There would, of course, be a way of balancing the rapacious US, namely not repairing trust across the Atlantic – what a bizarre, shlocky, even childish notion; as if that has ever made the difference among serious people – but building normal relationships with both China and Russia. Yet one thing that this MSC seems to have shown is that the NATO-EU Europeans are not yet done with their delusions. For one thing they have affirmed their personal veneration for Vladimir Zelensky of Ukraine and their willingness to get even deeper into the Ukraine War. They have also told each other tall tales of all the things NATO-EU Europe can do on its own, including of course, reshaping and extending their nuclear arsenals.

In short, at the MSC, NATO-EU Europe’s big hitters’ answer to what everyone finally acknowledged as a catastrophic crisis was to “stay the course,” as one of the worst US presidents would have said about one of its worst wars and crimes (both very high bars). In other words, when the going gets tough because you yourself have been stupid and mean, just march on vigorously, deeper into your self-made misery! When deep in that dark damp hole you have been digging for decades, dig deeper! How very American. How ironic.

Especially since the US is also staying the course, the Trumpist course, that is. Because that was the main message of Secretary of State’s Marco Rubio’s also greatly over-rated speech. While less openly hostile than the lusty verbal assault delivered by his eternal competitor J.D. Vance at the last Munich get-together (yet another low bar), in essence, Rubio’s address made no concessions. What the US is now offering the Europeans is no protection and plenty of demands. No wonder, once they have been officially demoted to third place behind the US policies of dominating the Western hemisphere and of conducting a Cold War against China. Washington to Euro-Vassals: You are on your own, really. But you will still serve us. What a deal! For the Americans. Call it the Turnberry of In-Security, if you wish.

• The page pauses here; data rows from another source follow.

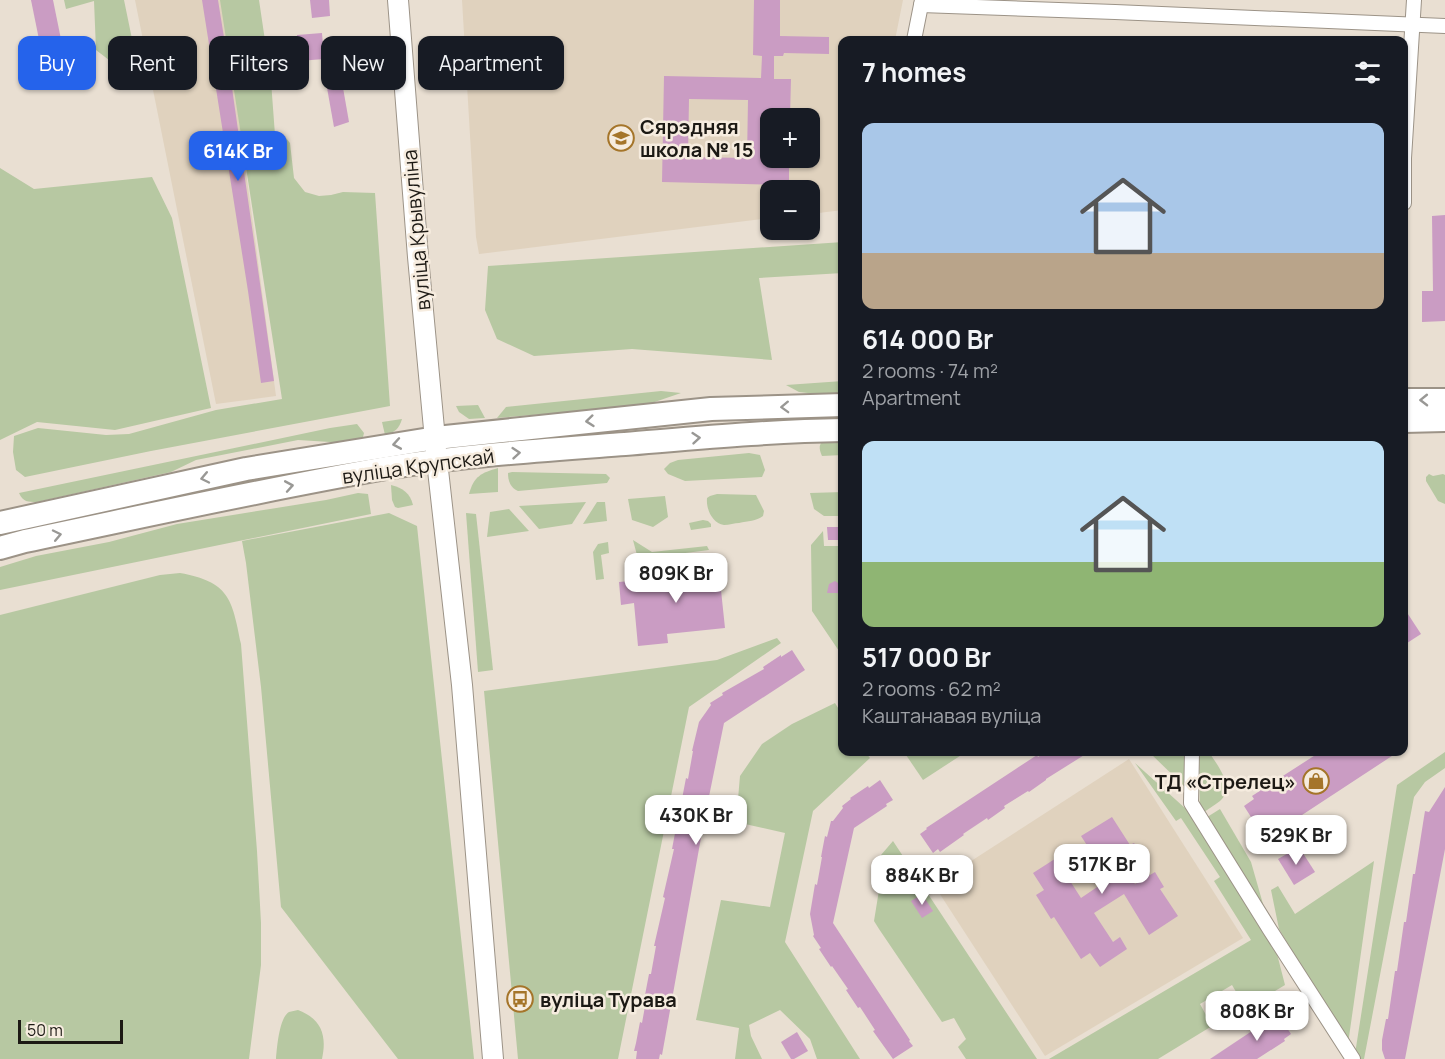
<!DOCTYPE html>
<html lang="en">
<head>
<meta charset="utf-8">
<style>
	:root { --surface:#171b24; --page:#242831; --text:#f1f3f6; --muted:#9ea1a6; --accent:#2563eb }
	body { margin:0; font-family:Manrope,sans-serif; background:var(--page); color:var(--text); height:100vh; display:flex; flex-direction:column; font-size:22px; white-space:nowrap }
	* { box-sizing:border-box; margin:0 }
	p { font-size:20px; color:var(--muted) }
	.icon { flex:none; width:33px; height:33px; fill:none; stroke:currentColor; stroke-width:2; stroke-linecap:round; stroke-linejoin:round }
	.map { position:relative; flex:1; overflow:hidden }
	.drawer { position:absolute; left:838px; top:36px; width:570px; height:720px; display:flex; flex-direction:column; background:var(--surface); border-radius:12px; box-shadow:0 2px 4px #0004 }
	.drawer>* { flex:none }
	.guide { position:absolute; left:18px; top:36px; width:570px; height:54px; display:flex; gap:12px }
	.tools { position:absolute; left:760px; top:108px; display:grid; gap:12px }
	.tools a { display:grid; place-items:center; width:60px; height:60px; border-radius:12px; background:var(--surface); box-shadow:0 2px 4px #0004; font-size:30px }
	.scale { position:absolute; left:18px; bottom:15px; width:105px; box-sizing:border-box; padding-left:6px; border:3px solid #1c1914; border-top:0; font-size:16px; line-height:21px; white-space:nowrap; color:#1c1914; -webkit-text-stroke:4px #f6ecdf; paint-order:stroke }
	.price { position:absolute; translate:-50% -51px; padding:0 14px; border-radius:12px; background:#fff; color:#222; font-size:20px; line-height:39px; filter:drop-shadow(0 2px 3px #0008) }
	.price::after { content:''; position:absolute; left:50%; top:36px; width:18px; height:14px; margin-left:-9px; background:inherit; clip-path:polygon(0 0,100% 0,50% 100%) }
	.price.selected { background:var(--accent); color:#fff }
	ul { padding:0; list-style:none }
	li { display:grid; align-content:center; gap:12px; height:318px; padding:0 24px }
	li span { display:grid; place-items:center; height:186px; border-radius:12px; color:#555 }
	li>.icon { margin-inline-start:auto }
	span .icon { width:108px; height:108px; fill:#fffc; stroke-width:1 }
	li b { font-size:26px }
	h2 { display:flex; justify-content:space-between; align-items:center; height:72px; padding:0 24px; font-size:26px }
	.pill { padding:0 21px; border-radius:12px; background:var(--surface); box-shadow:0 2px 4px #0004; font-size:21px; line-height:54px }
	.pill.selected { background:var(--accent); color:#fff }
	.map>svg:first-child { display:block }
</style>
</head>
<body>
<div class="map">
<svg width="1445" height="1059" viewBox="0 0 1445 1059">
	<rect width="100%" height="100%" fill="#e9dfd2"/>
	<g fill="#e0d2be" fill-rule="evenodd">
		<polygon points="135,0 223,0 276,396 216,404"/>
		<path d="M 462,0 L 903,0 L 895,40 L 843,40 L 843,210 L 810,214 L 810,190 L 771,190 L 771,218 L 479,254 L 476,237 ZM 771,118 L 810,118 L 810,158 L 771,158 Z"/>
		<polygon points="1129,759 1243,938 1045,1056 934,885"/>
	</g>
	<g fill="#b7c8a2">
		<polygon points="64,0 124,0 140,78 118,67 96,50 94,1 66,9"/>
		<polygon points="220,0 259,0 271,81 275,135 286,138 290,143 294,178 305,192 319,196 331,195 343,192 375,193 390,406 151,451 25,477 16,470 13,452 14,436 38,428 106,435 129,434 216,410 282,399"/>
		<polygon points="0,168 34,189 152,177 172,218 211,408 115,430 37,422 0,440"/>
		<polygon points="843,242 843,273 759,278 772,360 632,349 534,356 497,339 485,310 488,266"/>
		<polygon points="843,381 843,397 799,392 786,385"/>
		<polygon points="661,391 681,393 643,406 497,418 506,407"/>
		<polygon points="478,405 485,418 469,419 459,412 456,406"/>
		<path d="M 402,419 C 399,429 395,432 385,435 L 382,422 Z"/>
		<path d="M 357,424 L 364,433 L 363,437 L 346,443 L 298,440 L 196,460 L 171,472 L 37,502 C 28,502 23,502 19,493 L 330,428 Z"/>
		<path d="M 822,442 L 843,442 L 843,455 L 822,456 C 820,451 818,446 822,442 Z"/>
		<polygon points="749,453 760,455 765,470 762,477 685,481 668,474 664,469 670,463 678,460"/>
		<path d="M 498,468 L 498,492 L 469,494 C 474,476 481,473 498,468 Z"/>
		<path d="M 512,472 L 606,474 L 610,478 L 607,483 L 518,491 C 511,488 508,482 508,473 Z"/>
		<polygon points="1429,474 1433,476 1443,474 1445,475 1445,504 1438,501 1426,481 1426,477"/>
		<path d="M 391,485 C 403,488 410,493 413,505 L 398,508 L 395,507 L 392,500 Z"/>
		<polygon points="843,492 843,516 824,516 814,509 810,493"/>
		<polygon points="358,493 368,494 371,514 0,590 0,567 36,556 109,542 177,524 326,500"/>
		<path d="M 717,494 L 756,495 L 764,511 L 763,516 C 756,521 748,521 739,523 C 735,523 729,525 724,525 C 712,523 706,509 707,498 L 710,496 Z"/>
		<polygon points="665,496 668,517 653,527 632,520 628,499"/>
		<polygon points="586,502 572,524 539,529 519,506"/>
		<polygon points="597,502 605,502 607,521 583,524"/>
		<polygon points="509,509 529,531 487,537 490,512"/>
		<polygon points="389,513 417,526 474,1059 398,1059 281,907 261,687 246,563 242,541"/>
		<polygon points="466,513 476,514 493,670 478,672"/>
		<polygon points="703,520 708,521 711,524 711,527 691,530 689,523"/>
		<polygon points="823,531 824,546 843,546 843,651 839,651 812,611 811,545"/>
		<polygon points="633,540 652,552 707,546 709,550 638,559"/>
		<polygon points="608,542 609,553 601,555 604,579 596,580 593,552 598,544"/>
		<path d="M 180,573 C 229,582 232,598 241,644 L 257,851 L 261,923 L 261,965 L 249,1059 L 0,1059 L 0,615 L 160,575 Z"/>
		<polygon points="777,638 781,643 689,707 618,1059 518,1059 484,691 717,660"/>
		<polygon points="835,703 843,716 843,752 865,752 870,758 813,811 785,942 860,1059 817,1059 810,1039 780,1010 749,1025 751,1036 762,1059 735,1059 739,1028 696,1020 721,900 770,907 785,833 736,822 740,776 762,744 792,724"/>
		<polygon points="904,752 966,752 923,780"/>
		<polygon points="1149,752 1184,752 1185,787"/>
		<path d="M 1199,752 L 1209,752 C 1217,765 1236,787 1220,801 C 1214,806 1206,810 1200,815 Z"/>
		<polygon points="1445,752 1445,768 1425,782 1414,797 1364,1059 1359,1059 1355,1054 1397,785"/>
		<polygon points="1135,763 1186,809 1276,950 1285,985 1253,1004 1245,1007 1232,985 1200,1004 1212,1026 1158,1059 1049,1059 1251,940 1214,881 1220,877 1181,818 1176,821"/>
		<polygon points="1220,809 1251,862 1267,918 1204,819"/>
		<polygon points="893,841 1037,1059 966,1059 958,1047 966,1039 954,1018 942,1022 879,929 874,921 880,884 881,855"/>
		<polygon points="1374,861 1348,1044 1279,929 1271,890 1278,886 1295,914"/>
		<path d="M 298,1010 C 322,1019 327,1036 322,1059 L 276,1059 C 277,1048 279,1018 289,1012 C 292,1011 295,1011 298,1010 Z"/>
	</g>
	<g fill="#ca9cc3" fill-rule="evenodd">
		<polygon points="31,0 53,0 66,64 45,69"/>
		<polygon points="202,0 218,0 231,81 274,381 261,383 248,291"/>
		<polygon points="310,0 329,0 330,16 312,18"/>
		<path d="M 754,0 L 780,0 L 780,36 L 829,37 L 829,54 L 784,53 L 783,56 L 774,56 L 774,79 L 791,79 L 790,118 L 771,118 L 771,158 L 789,158 L 789,185 L 662,182 L 664,76 L 761,78 L 762,56 L 753,55 ZM 689,99 L 748,100 L 747,158 L 688,157 Z"/>
		<polygon points="322,33 324,59 299,61 297,35"/>
		<polygon points="339,65 349,122 334,127 324,71"/>
		<polygon points="1445,215 1445,321 1422,322 1422,291 1433,291 1432,216"/>
		<polygon points="827,527 843,527 843,540 828,540"/>
		<polygon points="718,562 725,628 667,634 668,643 638,646 634,603 621,605 619,582 695,575 694,565"/>
		<polygon points="835,581 838,583 843,589 843,593 827,593 829,584"/>
		<polygon points="1404,608 1421,634 1404,645"/>
		<polygon points="792,650 805,670 724,723 704,821 662,1055 660,1054 659,1059 636,1059 637,1051 634,1051 636,1043 640,1022 642,1023 647,995 645,995 649,974 651,974 656,946 654,946 665,898 663,897 674,849 672,849 676,828 678,828 684,800 682,799 686,778 688,779 693,751 692,751 699,722 711,705 710,703 723,695 722,693 764,669 763,667 781,655 781,657"/>
		<polygon points="1046,752 1089,752 1046,779 1046,780 1029,792 1028,791 1004,806 1005,808 988,820 987,818 963,834 964,835 940,852 938,849 933,853 920,834 927,829 926,828 1037,755 1038,757"/>
		<polygon points="1320,752 1398,752 1267,838 1260,827 1258,828 1244,806 1254,799 1252,796"/>
		<polygon points="880,780 893,800 886,804 887,806 854,828 833,923 910,1040 909,1041 913,1046 893,1059 873,1031 875,1030 860,1007 858,1008 846,990 848,989 832,966 831,967 819,949 821,948 813,936 814,935 810,914 815,884 817,885 822,857 821,857 825,836 827,837 831,821 833,821 843,808 842,806 851,799 850,798 868,786 869,788"/>
		<polygon points="1445,787 1445,849 1405,1059 1385,1059 1382,1050 1382,1040 1386,1019 1388,1019 1395,971 1397,971 1404,922 1406,922 1413,874 1415,874 1424,817 1425,811 1429,812"/>
		<polygon points="1112,817 1130,845 1134,843 1142,855 1124,866 1135,884 1155,872 1164,887 1160,889 1178,916 1149,935 1124,894 1094,913 1113,942 1120,937 1127,949 1100,967 1090,953 1081,959 1054,917 1051,919 1036,895 1044,890 1033,873 1061,855 1069,866 1063,870 1081,898 1109,879 1081,836"/>
		<polygon points="1299,847 1315,872 1294,885 1278,859"/>
		<polygon points="922,894 933,911 922,918 911,901"/>
		<polygon points="1279,1016 1291,1034 1284,1039 1285,1041 1257,1059 1210,1059 1270,1019 1272,1020"/>
		<polygon points="797,1032 808,1051 794,1059 791,1059 781,1042"/>
	</g>
	<g fill="none" stroke-linecap="round" stroke-linejoin="round">
		<g stroke="#9c9387" stroke-width="16">
			<g id="street">
				<polyline points="921,5 1115,12 1445,26"/>
				<polyline points="914,40 922,0"/>
				<polyline points="1404,203 1404,158 1414,0"/>
				<polyline points="1192,752 1191,803 1270,930 1353,1059"/>
			</g>
		</g>
		<g stroke="#9c9387" stroke-width="22">
			<polyline id="secondary" points="398,0 418,257 437,461 462,685 493,1059"/>
		</g>
		<g stroke="#9c9387" stroke-width="26">
			<g id="primary">
				<polyline points="1404,400 1445,400"/>
				<polyline points="1404,421 1445,420"/>
				<polyline points="0,523 246,469 436,438 711,409 843,405"/>
				<path d="M 0,548 L 25,541 C 145,516 265,489 386,468 C 465,455 545,450 625,444 C 698,438 770,431 843,430"/>
			</g>
		</g>
		<use href="#street" stroke="#fff" stroke-width="14"/>
		<use href="#secondary" stroke="#fff" stroke-width="20"/>
		<use href="#primary" stroke="#fff" stroke-width="22"/>
	</g>
	<defs><path id="oneway-chevron" d="M-2-3.5L2.5 0L-2 3.5" fill="none" stroke-width="1.6" stroke-linecap="round" stroke-linejoin="round" transform="scale(1.5)"/></defs>
	<g stroke="#999895">
		<use href="#oneway-chevron" transform="translate(1424 400) rotate(179)"/>
		<use href="#oneway-chevron" transform="translate(785 407) rotate(178)"/>
		<use href="#oneway-chevron" transform="translate(590 421) rotate(174)"/>
		<use href="#oneway-chevron" transform="translate(696 438) rotate(-5)"/>
		<use href="#oneway-chevron" transform="translate(397 444) rotate(170)"/>
		<use href="#oneway-chevron" transform="translate(516 453) rotate(-5)"/>
		<use href="#oneway-chevron" transform="translate(205 478) rotate(168)"/>
		<use href="#oneway-chevron" transform="translate(289 486) rotate(-10)"/>
		<use href="#oneway-chevron" transform="translate(57 535) rotate(-12)"/>
	</g>
	<defs>
		<g id="school-ring" transform="scale(1.35)"><circle r="9.5" fill="#f6ecdf" stroke="#a5752a" stroke-width="1.5"/><path d="M0-5L7-2L0 1L-7-2ZM-4 1L0 2.5L4 1V4Q0 6-4 4Z" fill="#a5752a"/></g>
		<g id="shop-ring" transform="scale(1.35)"><circle r="9.5" fill="#f6ecdf" stroke="#a5752a" stroke-width="1.5"/><path d="M-5-2.5h2.3a2.7 3.5 0 0 1 5.4 0H5L5.5 6h-11ZM-1.5-2.5h3a1.5 2.3 0 0 0-3 0Z" fill="#a5752a"/></g>
		<g id="bus-ring" transform="scale(1.35)"><circle r="9.5" fill="#f6ecdf" stroke="#a5752a" stroke-width="1.5"/><path d="M-5-6H5V4H4V6H2V4H-2V6H-4V4H-5ZM-3.5-4V0h7V-4ZM-3.5 1.2v1.5H-2V1.2ZM2 1.2v1.5H3.5V1.2Z" fill="#a5752a"/></g>
	</defs>
	<g fill-rule="evenodd">
		<use href="#school-ring" x="621" y="138"/>
		<use href="#shop-ring" x="1316" y="781"/>
		<use href="#bus-ring" x="520" y="999"/>
	</g>
	<g text-anchor="middle" dominant-baseline="central" stroke-width="5" stroke-linejoin="round" paint-order="stroke">
		<g font-size="20" font-weight="bold" fill="#1c1914" stroke="#f6ecdf" text-anchor="start">
			<text x="640" y="126">Сярэдняя<tspan x="640" dy="23">школа № 15</tspan></text>
			<text x="1296" y="781" text-anchor="end">ТД «Стрелец»</text>
			<text x="540" y="999">вуліца Турава</text>
		</g>
		<g font-size="20" fill="#1c1914" stroke="#f6ecdf">
			<text transform="translate(416 230) rotate(-95)">вуліца Крывуліна</text>
			<text transform="translate(418 466) rotate(-8)">вуліца Крупскай</text>
		</g>
	</g>
</svg>
<div class="tools">
<a>+</a>
<a>−</a>
</div>
<div class="scale">50 m</div>
<b class="price selected" style="left:238px;top:182px">614K Br</b>
<b class="price" style="left:676px;top:604px">809K Br</b>
<b class="price" style="left:696px;top:846px">430K Br</b>
<b class="price" style="left:1296px;top:866px">529K Br</b>
<b class="price" style="left:1102px;top:895px">517K Br</b>
<b class="price" style="left:922px;top:906px">884K Br</b>
<b class="price" style="left:1257px;top:1042px">808K Br</b>
<div class="guide">
<a class="pill selected">Buy</a>
<a class="pill">Rent</a>
<a class="pill">Filters</a>
<a class="pill">New</a>
<a class="pill">Apartment</a>
</div>
<section class="drawer">
<h2>7 homes<svg class="icon" aria-label="filters" viewBox="0 0 24 24"><path d="M4 7h16M4 17h16"/><circle cx="9" cy="7" r="2"/><circle cx="15" cy="17" r="2"/></svg></h2>
<ul>
<li><span style="background:linear-gradient(#a9c7e8 70%,#b9a48a 0)"><svg class="icon" aria-label="home" viewBox="0 0 24 24"><path d="M3 11l9-7 9 7M6 9v11h12V9"/></svg></span><div><b>614 000 Br</b><p>2 rooms · 74 m²</p><p>Apartment</p></div></li>
<li><span style="background:linear-gradient(#bfe0f5 65%,#8fb573 0)"><svg class="icon" aria-label="home" viewBox="0 0 24 24"><path d="M3 11l9-7 9 7M6 9v11h12V9"/></svg></span><div><b>517 000 Br</b><p>2 rooms · 62 m²</p><p>Каштанавая вуліца</p></div></li>
</ul>
</section>
</div>
</body>
</html>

In short, this Munich Security Conference was, really, sort of a bore. Despite all the hype about the NATO-EU Europeans finding their feet and kind of asserting themselves, a little, what has really happened is that the US told them that they will be permitted – and expected – to accept “burden-shifting” (not even “sharing” any longer) from Washington. The Europeans, in their turn, made some noises along the lines of “you need us, too” – What. An. Insight. – and “we can start learning to walk on our own feet.” And the US representatives were kind and uninterested enough to tolerate that much backtalk.

What should have happened at a security conference worth its name has, of course, not happened: a serious assessment of Western mistakes and failures since, at the very latest, 2007, a fundamental, radical reconsideration of the relationship with Russia and China, and only on that basis a real, not rhetorical, not gradual but again fundamental re-assessment of the relationship with the US, regardless of who happens to be in power in Washington. By the difference between those obvious necessities and the ideological claptrap and wishful thinking that was actually on offer, you can measure how far Europe really is from solving its ever-worsening geopolitical problems. As a European, I see no reason for hope.